The quietness of this neighborhood is different than the tableau of silence I imagine at my parents’ house in Illinois. It wasn’t long ago that I thought of that place as perfectly silent, almost motionless, for, when I moved to my first real town, Decatur, the city sounds punctured, as did the city light, and I found it difficult for a while to sleep and focus. Of course, the silence of this countryside is a myth, for there is always at least the rustle of leaves, the buzzing of insects, the plethora of bird calls, not to mention the farm equipment and the trains in the valley, which pass at least once an hour.
This morning, I started to read Leila Ahmed’s A Border Passage. It opens with a description of her childhood in a Cairo not yet populated by the eternal honking variations of vehicles. Rarely does she hear a car horn, and the family dog always hears a vehicle coming before she does. She describes sounds both invigorating and spiritually lonely – from a reed piper to the greetings of people on the street. In spite of the absence of cars, which are so prevalent in the Egypt I knew, I can relate to the feelings of life she captures – the hearty greetings, the bustle of small business – even individual – commerce, and the growth of plants and animals encouraged by the proximity of the Nile.
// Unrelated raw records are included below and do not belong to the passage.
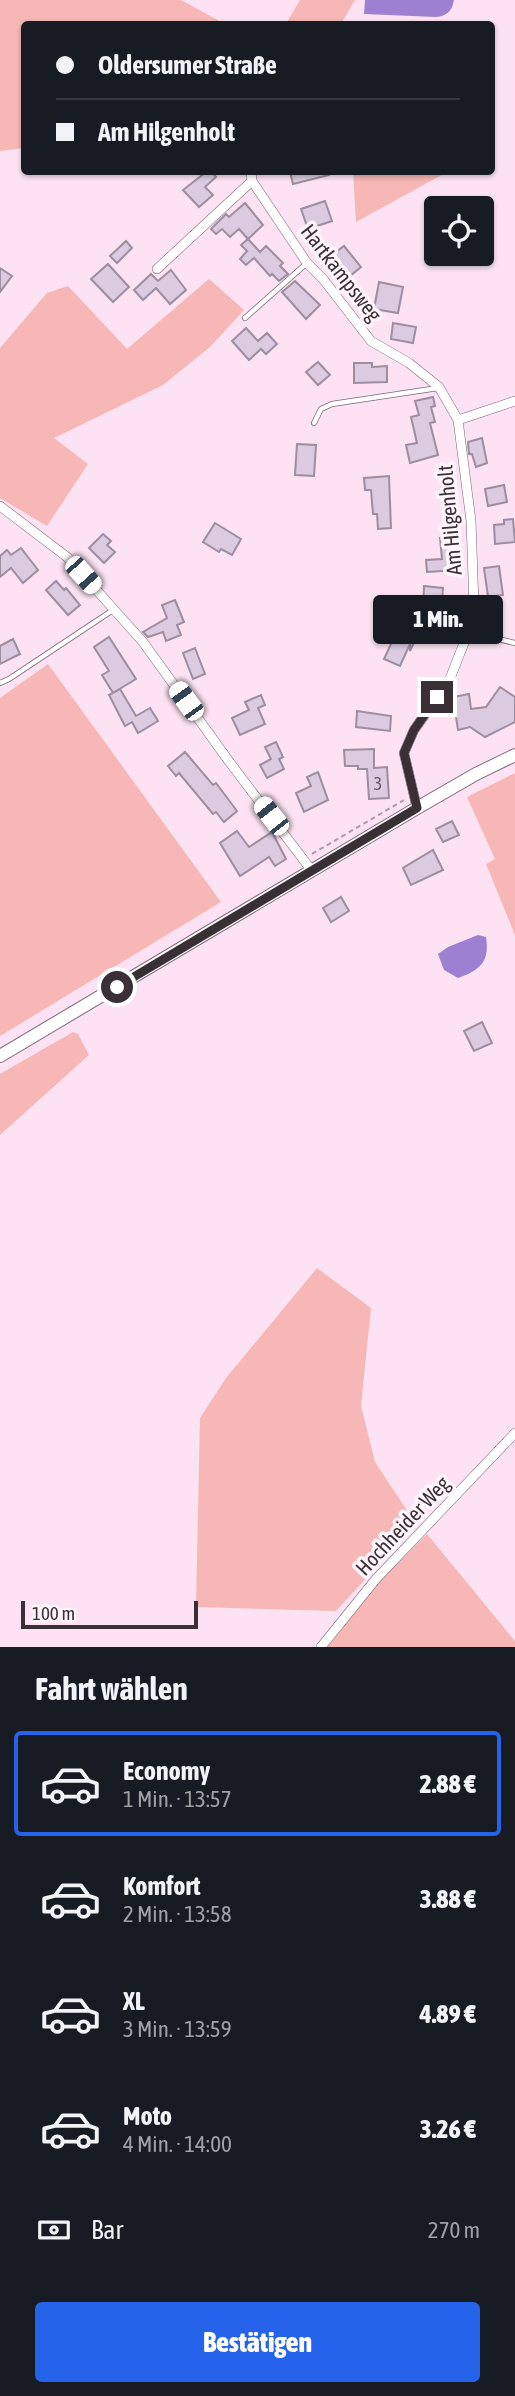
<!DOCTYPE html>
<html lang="de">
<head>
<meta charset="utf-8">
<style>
  :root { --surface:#171b24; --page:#20242c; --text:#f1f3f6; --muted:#9ea1a6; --line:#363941; --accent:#2563eb }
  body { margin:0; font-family:"Asap Condensed",sans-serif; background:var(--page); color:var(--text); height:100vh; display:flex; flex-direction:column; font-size:26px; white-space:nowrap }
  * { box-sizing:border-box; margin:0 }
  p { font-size:23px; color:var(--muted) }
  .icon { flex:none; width:38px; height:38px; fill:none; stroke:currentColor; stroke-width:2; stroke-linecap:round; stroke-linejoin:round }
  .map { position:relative; height:1647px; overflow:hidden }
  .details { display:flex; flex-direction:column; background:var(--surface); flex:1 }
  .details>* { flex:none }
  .top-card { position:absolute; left:21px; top:21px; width:474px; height:154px; border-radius:7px; box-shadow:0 2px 5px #0004; display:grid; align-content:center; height:154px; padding:0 35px; background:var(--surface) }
  .fabs { position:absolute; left:424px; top:196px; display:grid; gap:14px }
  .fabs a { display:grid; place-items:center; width:70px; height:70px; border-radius:7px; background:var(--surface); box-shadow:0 2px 5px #0004; font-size:35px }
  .scale { position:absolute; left:21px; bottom:18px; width:177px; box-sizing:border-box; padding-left:7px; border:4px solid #392f35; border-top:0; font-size:19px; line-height:24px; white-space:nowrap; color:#392f35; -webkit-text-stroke:5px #fff5fb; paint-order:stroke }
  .end { position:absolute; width:32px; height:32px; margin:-16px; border:9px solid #392f35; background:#fff; box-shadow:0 0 0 4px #fff }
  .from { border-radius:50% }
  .bubble { position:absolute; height:49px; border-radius:7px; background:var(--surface); box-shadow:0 2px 5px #0004; font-size:23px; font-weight:800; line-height:49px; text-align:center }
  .car { position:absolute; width:21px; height:42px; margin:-21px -10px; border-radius:9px; box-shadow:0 0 5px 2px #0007; background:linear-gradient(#fff 24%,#345 0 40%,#fff 0 76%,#345 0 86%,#fff 0) }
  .top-card b { display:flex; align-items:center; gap:24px; height:66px; font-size:26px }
  .top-card b+b { border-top:2px solid var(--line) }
  .top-card i { width:18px; height:18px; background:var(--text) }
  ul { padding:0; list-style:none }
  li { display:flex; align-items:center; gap:21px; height:105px; margin:0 14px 10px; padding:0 21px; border:4px solid transparent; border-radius:7px }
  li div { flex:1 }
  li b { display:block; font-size:26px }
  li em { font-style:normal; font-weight:800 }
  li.selected { border-color:var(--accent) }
  li>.icon { width:63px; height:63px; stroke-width:1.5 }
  h2 { padding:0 35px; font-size:32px; line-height:84px }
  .pay { display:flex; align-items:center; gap:18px; height:77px; padding:0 35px; font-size:26px }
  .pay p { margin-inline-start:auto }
  .primary-button { display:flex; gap:14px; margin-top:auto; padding:14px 35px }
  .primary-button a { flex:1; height:80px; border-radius:7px; background:var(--accent); color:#fff; font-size:28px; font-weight:800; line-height:80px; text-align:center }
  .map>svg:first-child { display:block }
</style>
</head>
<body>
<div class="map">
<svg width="515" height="1647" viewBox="0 0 515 1647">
  <rect width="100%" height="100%" fill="#fce2f2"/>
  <g fill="#f6b7b6">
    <path d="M0,0H181L225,24H24V148L0,151Z"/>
    <path d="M300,0H355L341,24H286Z"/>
    <path d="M353,172H447L356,222Z"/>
    <path d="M209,279L244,310L210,347L163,385L54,438L88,464L47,526L0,498V348L47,293L68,286L127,349Z"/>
    <path d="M48,664L221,902L0,1036V698Z"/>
    <path d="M515,773V935L486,864L495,859L467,797Z"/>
    <path d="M73,1032L78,1034L89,1055L0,1135V1074Z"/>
    <path d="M317,1268L371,1308L361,1406L375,1462L416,1524L336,1611L196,1607L200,1418L226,1378Z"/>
    <path d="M427,1534L515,1641V1647H326L381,1580Z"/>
  </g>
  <g fill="#9d80d1">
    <path d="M365,0H454C452,11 447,16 436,17L364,14Z"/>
    <path d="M478,935L486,937C490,962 480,970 458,978L444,970L438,954L448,947Z"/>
  </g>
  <g fill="#dbcae0" stroke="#9d8da1" stroke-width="2">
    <path d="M206,172H212L216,177L205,187L213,195L199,207L183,190Z"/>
    <path d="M290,172H329V175L293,184Z"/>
    <path d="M325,201L332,221L308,229L301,209Z"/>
    <path d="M245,203L263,225L248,239L239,229L230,237L222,229L216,234L211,229L226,214L229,217Z"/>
    <path d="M248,239L260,252L266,246L283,263L280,266L288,274L279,281L272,274L270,276L254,258L246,265L240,259L247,251L241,245Z"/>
    <path d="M126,241L132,248L117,263L110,256Z"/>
    <path d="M344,246L361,267L345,280L328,258Z"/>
    <path d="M108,264L129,287L113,302L91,279Z"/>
    <path d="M0,268L12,276L0,292Z"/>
    <path d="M171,270L186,290L170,304L156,288L143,300L134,290L151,274L158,281Z"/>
    <path d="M295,281L320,305L306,319L282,292Z"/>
    <path d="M379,282L403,287L398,313L374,309Z"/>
    <path d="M393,323L416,327L413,343L391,339Z"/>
    <path d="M246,328L258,341L267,333L277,344L266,354L261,349L249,360L232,341Z"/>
    <path d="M318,362L330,375L318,385L306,372Z"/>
    <path d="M354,363H372V367L387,366V382L354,383Z"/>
    <path d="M433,397L435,406L431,407L435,422L430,423L438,455L410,463L406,445L417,443L411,417L419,415L415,401Z"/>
    <path d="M482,438L487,463L476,467L472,454H469L468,442Z"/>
    <path d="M297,444L316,445L314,476L295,475Z"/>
    <path d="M389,476L391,528L378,529L377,514H373L371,490H365L364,478Z"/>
    <path d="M504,485L507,502L488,506L485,489Z"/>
    <path d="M513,519L515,542L495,544L494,525L504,524V520Z"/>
    <path d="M215,523L241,539L232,555L221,549L219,552L203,542Z"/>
    <path d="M103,534L111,541L107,545L115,552L104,563L89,548Z"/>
    <path d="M451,537L453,552L457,551L459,570L427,572L426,560L442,559L440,538Z"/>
    <path d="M21,548L38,570L23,583L11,568L0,577V556L7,550L11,555Z"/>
    <path d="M499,566L503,595L488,597L484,568Z"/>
    <path d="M56,581L64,590L66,588L80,605L68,615L46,590Z"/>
    <path d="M424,586L443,588L442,604H440L438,633L419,632L410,651V644L400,666L384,659L395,635L410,642L411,612H423Z"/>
    <path d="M175,600L184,622L177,625L181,635L166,641L163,632L148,637L143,632L167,618L162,605Z"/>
    <path d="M109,637L136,679L113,693L102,675L109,671L94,647Z"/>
    <path d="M13,639L20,654L0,664V646Z"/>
    <path d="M195,648L205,674L193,679L183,653Z"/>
    <path d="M500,687L515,697V722L485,737L470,727L458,730L453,697L469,694L471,709L486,707Z"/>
    <path d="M120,689L136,716L150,708L158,721L138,733L132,722L125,726L109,695Z"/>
    <path d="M261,695L265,705L258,708L265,724L240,735L232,718L249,710L245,702Z"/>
    <path d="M357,711L391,716L390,731L356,727Z"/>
    <path d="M276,742L283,757L279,759L284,769L267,778L260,765L271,759L265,747Z"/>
    <path d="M374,749V768L387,767L389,798L369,799L367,769H358V766H345L344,750Z"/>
    <path d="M185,752L213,785L216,783L237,811L224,822L216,812L213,814L179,773L176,776L168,766Z"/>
    <path d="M318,772L328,800L304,812L296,793L311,786L307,777Z"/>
    <path d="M452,821L459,835L443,842L436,829Z"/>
    <path d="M237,831L249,847L272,832L286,859L275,866L269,857L240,876L220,843Z"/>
    <path d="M433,850L443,870L411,885L403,868Z"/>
    <path d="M341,897L349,911L331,922L323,908Z"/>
    <path d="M482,1022L492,1043L474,1051L464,1031Z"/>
  </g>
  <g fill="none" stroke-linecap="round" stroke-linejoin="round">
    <defs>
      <g id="service">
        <path d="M245,318L307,263"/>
        <path d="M314,423L321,409L332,404L438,388"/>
        <path d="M469,632L515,643"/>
        <path d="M0,683L9,679L113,610"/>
      </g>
      <g id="minor">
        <path d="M251,172L252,181L307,263L323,279L371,341L409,363L439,387L458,420L471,521L474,606L466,638L449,681L414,730L404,753L417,808"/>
        <path d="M157,269L252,181"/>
        <path d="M458,420L515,401"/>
        <path d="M0,506L67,557L143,642L228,760L312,871"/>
        <path d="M321,1647L376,1579L515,1433"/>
      </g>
      <path id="secondary" d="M0,1056L417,808L476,774L515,755"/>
    </defs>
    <use href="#service" stroke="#7e6776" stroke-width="6"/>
    <use href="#minor" stroke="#7e6776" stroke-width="10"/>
    <use href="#secondary" stroke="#7e6776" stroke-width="14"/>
    <path stroke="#af9ba7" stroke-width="2" stroke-dasharray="5 3.5" stroke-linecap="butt" d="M312,854L404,800"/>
    <use href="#service" stroke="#fff" stroke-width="4.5"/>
    <use href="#minor" stroke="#fff" stroke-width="9"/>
    <use href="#secondary" stroke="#fff" stroke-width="12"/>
  </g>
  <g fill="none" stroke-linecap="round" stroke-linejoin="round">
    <path stroke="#392f35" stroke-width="9" d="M117,987L417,808L404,753L414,730L437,697"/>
  </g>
  <g text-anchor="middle" stroke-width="7" stroke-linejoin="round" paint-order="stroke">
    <g font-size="18" fill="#625660">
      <text x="378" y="790">3</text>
    </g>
    <g font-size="21" fill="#392f35" stroke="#fff5fb">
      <text transform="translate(341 273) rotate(52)" y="7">Hartkampsweg</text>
      <text transform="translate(450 520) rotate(-95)" y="7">Am Hilgenholt</text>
      <text transform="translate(403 1526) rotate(-47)" y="7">Hochheider Weg</text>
    </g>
  </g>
</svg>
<div class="fabs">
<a><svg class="icon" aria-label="locate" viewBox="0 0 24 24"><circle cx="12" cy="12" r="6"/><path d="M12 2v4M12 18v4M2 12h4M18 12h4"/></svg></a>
</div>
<div class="scale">100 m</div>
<i class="end from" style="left:117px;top:987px"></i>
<i class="end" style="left:437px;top:697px"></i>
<div class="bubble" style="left:373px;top:595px;width:130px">1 Min.</div>
<i class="car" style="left:83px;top:575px;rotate:138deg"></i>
<i class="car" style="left:186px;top:701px;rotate:324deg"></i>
<i class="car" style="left:271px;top:816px;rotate:322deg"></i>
<div class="top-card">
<b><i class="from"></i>Oldersumer Straße</b>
<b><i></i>Am Hilgenholt</b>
</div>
</div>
<section class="details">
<h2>Fahrt wählen</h2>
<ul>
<li class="selected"><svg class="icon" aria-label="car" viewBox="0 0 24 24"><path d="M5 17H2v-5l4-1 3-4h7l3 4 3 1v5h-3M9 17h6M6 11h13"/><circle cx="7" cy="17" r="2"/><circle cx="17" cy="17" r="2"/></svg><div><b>Economy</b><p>1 Min. · 13:57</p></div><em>2.88 €</em></li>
<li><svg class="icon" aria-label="car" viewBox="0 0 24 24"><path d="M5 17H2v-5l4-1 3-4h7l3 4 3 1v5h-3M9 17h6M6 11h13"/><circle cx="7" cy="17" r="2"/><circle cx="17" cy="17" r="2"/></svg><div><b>Komfort</b><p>2 Min. · 13:58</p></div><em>3.88 €</em></li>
<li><svg class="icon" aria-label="car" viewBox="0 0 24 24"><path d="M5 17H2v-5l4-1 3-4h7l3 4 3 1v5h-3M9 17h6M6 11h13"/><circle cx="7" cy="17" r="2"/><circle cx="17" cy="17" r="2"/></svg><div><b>XL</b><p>3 Min. · 13:59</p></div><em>4.89 €</em></li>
<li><svg class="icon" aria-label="car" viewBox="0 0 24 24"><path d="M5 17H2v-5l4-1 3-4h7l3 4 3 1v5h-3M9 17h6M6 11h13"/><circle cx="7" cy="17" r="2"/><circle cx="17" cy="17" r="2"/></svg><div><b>Moto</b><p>4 Min. · 14:00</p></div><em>3.26 €</em></li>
</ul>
<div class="pay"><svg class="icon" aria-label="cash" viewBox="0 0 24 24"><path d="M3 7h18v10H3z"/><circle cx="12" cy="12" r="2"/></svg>Bar<p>270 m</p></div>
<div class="primary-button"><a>Bestätigen</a></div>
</section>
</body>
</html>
But mostly, a sense that life was present and acknowledged, a feeling that the existence of others mattered. I don’t want to exaggerate since the Egyptians I knew often complained that people were just not as friendly or helpful to strangers as they used to be, and there were plenty of moments in Cairo where I felt like either just another anonymous part of the hoard or just another foreigner waiting to be parted from her riches. But these moments, in my memory, are counterbalanced by acts of kindness, not only those which happened to me but which I observed from a distance, moments that I think James and I have recorded quite often in this blog. And a texture to those acts of kindness that I haven’t often met back in America.
Silence is not really about absence as much as presence and acknowledgment. I could be silent in Cairo, where “noise pollution” is deadly high, in the sense that I could feel life. I don’t know if that makes sense, but this morning in Tucson I do not feel life, and the silence feels less like silence than something palpably sinister. Where are all the people? Why aren’t they calling out to each other, talking? They know each other, some of these people who have lived here for years, but there is a lifelessness, a huddling that too easily translates to suspicion. I see this in many places in America, even the place I am from, the place that I in most ways love the most, and it makes me wonder about the ways in which Americans are destroying the capacity to love each other. This sounds dire. It is dire. When we can be suspicious of the people across the street, how can it be possible for us to cultivate the capacity to know and understand someone who lives across the ocean? I know this feeling. I live behind a fence, and it is difficult to see my house. I enjoy that. There’s nothing inherently wrong with privacy or solitude. And I stood at my window in Cairo and looked down at the street far too often to claim that I was immersed in Cairene street life. But I admired many parts of that life. I am envious of it. I wish I knew how to live like that. I wish I could be more like the man I passed in Cairo one morning, eating a sandwich, who casually offered me a bite.